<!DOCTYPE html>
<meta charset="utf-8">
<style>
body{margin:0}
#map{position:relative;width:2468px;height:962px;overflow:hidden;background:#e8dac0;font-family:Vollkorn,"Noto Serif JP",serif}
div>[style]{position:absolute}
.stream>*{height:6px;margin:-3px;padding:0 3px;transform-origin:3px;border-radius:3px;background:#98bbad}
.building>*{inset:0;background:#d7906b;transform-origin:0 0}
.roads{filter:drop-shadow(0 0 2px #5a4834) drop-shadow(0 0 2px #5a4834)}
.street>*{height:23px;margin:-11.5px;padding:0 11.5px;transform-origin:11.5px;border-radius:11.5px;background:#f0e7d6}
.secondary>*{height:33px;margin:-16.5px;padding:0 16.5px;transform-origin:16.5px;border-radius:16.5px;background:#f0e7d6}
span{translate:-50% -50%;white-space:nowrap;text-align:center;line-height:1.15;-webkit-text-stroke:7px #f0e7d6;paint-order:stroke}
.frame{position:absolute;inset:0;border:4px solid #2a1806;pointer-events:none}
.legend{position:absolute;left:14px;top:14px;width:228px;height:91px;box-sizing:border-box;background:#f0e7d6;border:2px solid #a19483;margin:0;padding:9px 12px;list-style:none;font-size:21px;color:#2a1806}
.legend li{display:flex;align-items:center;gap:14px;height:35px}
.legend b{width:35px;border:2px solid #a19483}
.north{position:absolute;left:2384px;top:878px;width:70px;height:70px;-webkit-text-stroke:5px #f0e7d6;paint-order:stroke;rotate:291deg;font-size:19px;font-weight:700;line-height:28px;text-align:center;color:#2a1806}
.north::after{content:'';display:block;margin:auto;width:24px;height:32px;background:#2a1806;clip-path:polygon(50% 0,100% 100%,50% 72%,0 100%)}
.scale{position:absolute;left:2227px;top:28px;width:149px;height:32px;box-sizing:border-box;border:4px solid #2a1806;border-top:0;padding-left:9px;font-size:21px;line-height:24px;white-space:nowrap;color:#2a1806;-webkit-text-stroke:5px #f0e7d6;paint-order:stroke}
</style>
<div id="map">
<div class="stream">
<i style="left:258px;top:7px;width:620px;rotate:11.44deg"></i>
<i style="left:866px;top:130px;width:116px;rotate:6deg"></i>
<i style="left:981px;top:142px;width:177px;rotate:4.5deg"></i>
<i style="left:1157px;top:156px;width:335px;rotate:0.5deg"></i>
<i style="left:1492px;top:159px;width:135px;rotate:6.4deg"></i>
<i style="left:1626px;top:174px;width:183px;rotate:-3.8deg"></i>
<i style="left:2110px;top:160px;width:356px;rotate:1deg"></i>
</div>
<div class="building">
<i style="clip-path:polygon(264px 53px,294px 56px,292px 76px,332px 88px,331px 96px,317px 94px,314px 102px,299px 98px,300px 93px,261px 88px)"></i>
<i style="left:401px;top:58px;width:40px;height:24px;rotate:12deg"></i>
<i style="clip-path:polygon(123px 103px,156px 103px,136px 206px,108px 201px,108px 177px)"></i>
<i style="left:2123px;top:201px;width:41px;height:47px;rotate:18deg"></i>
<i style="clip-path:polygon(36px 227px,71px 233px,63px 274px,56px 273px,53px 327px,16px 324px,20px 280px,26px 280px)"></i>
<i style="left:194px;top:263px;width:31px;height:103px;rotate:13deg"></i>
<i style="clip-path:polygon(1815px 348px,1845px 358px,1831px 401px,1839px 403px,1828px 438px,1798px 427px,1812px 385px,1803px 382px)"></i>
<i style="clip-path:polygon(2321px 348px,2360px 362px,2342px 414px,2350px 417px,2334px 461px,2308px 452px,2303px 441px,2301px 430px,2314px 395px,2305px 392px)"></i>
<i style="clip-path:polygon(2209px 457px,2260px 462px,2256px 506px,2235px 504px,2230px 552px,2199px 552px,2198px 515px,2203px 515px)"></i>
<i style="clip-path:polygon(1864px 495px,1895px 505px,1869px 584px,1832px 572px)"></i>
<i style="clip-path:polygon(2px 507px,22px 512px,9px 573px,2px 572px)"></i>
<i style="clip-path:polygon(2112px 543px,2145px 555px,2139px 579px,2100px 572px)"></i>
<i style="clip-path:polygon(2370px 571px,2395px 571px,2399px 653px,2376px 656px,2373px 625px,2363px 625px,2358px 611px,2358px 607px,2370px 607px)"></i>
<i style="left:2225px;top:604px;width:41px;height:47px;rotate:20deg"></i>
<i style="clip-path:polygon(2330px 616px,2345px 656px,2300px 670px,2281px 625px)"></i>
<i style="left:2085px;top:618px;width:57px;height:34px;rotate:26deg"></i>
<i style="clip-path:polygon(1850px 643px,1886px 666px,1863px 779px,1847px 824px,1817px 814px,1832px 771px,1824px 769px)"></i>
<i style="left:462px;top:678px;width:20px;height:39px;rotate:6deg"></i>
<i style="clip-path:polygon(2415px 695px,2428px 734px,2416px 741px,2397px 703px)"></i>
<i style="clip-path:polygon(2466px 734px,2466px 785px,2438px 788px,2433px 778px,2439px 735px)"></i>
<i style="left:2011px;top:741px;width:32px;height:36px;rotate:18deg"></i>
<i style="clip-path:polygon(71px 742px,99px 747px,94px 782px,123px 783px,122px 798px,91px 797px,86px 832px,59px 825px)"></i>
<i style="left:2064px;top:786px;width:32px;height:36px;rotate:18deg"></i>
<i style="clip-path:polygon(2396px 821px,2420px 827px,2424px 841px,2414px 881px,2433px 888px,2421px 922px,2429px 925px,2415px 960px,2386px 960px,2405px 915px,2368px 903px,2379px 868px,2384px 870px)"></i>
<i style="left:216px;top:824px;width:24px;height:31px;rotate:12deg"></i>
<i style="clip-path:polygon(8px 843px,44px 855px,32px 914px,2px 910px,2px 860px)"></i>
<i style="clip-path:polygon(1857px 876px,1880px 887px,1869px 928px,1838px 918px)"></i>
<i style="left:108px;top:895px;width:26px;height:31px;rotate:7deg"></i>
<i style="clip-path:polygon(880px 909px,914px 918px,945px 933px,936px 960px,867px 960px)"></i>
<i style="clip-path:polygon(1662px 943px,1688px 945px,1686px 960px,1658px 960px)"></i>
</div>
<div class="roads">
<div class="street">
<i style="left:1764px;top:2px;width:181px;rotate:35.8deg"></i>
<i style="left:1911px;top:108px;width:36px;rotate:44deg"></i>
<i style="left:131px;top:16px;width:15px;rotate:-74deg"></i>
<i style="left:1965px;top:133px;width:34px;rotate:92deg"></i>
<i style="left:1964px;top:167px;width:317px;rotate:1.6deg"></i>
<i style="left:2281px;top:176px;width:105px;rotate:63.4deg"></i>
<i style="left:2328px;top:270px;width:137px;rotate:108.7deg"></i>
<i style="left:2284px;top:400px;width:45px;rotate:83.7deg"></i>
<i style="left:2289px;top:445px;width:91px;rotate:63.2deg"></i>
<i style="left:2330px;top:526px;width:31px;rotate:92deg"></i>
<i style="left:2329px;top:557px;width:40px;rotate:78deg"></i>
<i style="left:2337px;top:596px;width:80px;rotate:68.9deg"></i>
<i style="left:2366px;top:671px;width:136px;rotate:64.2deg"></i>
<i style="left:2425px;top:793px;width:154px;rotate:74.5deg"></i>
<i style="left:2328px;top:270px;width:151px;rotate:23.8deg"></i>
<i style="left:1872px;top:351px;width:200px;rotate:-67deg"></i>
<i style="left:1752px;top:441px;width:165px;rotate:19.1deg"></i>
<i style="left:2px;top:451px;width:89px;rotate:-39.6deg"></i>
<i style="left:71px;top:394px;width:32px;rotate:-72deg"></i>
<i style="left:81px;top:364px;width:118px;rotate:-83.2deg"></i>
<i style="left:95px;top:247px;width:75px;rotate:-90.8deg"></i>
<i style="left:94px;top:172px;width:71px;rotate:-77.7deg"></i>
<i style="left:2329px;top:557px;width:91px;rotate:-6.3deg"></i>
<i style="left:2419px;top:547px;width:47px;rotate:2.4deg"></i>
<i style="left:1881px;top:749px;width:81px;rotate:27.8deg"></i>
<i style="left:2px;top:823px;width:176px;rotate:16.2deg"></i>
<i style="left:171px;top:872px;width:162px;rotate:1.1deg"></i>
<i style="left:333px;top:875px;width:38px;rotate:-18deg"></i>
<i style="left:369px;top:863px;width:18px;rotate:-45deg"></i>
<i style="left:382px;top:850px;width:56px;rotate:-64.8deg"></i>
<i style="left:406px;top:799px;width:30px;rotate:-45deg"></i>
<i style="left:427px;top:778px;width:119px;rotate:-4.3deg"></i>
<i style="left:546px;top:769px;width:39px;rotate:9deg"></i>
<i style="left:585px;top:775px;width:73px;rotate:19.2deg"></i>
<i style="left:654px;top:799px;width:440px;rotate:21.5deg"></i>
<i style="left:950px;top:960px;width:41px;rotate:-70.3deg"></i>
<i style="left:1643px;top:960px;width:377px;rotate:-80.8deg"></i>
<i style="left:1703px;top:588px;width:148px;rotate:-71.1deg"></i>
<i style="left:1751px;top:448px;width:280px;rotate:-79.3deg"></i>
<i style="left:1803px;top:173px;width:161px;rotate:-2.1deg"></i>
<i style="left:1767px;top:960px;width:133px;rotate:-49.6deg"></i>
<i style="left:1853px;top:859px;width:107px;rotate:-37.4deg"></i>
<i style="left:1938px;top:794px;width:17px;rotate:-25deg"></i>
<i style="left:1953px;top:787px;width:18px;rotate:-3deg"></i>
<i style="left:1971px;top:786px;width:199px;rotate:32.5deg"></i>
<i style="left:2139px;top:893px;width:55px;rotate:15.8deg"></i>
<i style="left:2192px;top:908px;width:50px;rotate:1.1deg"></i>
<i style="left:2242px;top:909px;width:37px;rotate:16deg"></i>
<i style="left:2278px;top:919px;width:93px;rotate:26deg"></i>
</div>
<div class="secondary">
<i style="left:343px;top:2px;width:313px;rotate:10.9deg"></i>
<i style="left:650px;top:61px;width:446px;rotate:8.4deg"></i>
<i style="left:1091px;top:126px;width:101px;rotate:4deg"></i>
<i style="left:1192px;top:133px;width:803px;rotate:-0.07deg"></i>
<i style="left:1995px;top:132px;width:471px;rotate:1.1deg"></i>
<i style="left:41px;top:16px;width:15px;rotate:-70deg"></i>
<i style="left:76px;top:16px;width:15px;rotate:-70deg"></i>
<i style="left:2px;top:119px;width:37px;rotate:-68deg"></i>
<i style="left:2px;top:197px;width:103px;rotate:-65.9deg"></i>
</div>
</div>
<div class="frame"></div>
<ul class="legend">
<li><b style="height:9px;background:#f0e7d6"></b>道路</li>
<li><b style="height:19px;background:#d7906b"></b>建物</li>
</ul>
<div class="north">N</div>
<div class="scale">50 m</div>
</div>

————

Exercise: Write out the listing's lines exactly, from its first line through the line that contains "2px #5a4834) drop-shadow(0", and stop there.

Written response:
<!DOCTYPE html>
<meta charset="utf-8">
<style>
body{margin:0}
#map{position:relative;width:2468px;height:962px;overflow:hidden;background:#e8dac0;font-family:Vollkorn,"Noto Serif JP",serif}
div>[style]{position:absolute}
.stream>*{height:6px;margin:-3px;padding:0 3px;transform-origin:3px;border-radius:3px;background:#98bbad}
.building>*{inset:0;background:#d7906b;transform-origin:0 0}
.roads{filter:drop-shadow(0 0 2px #5a4834) drop-shadow(0 0 2px #5a4834)}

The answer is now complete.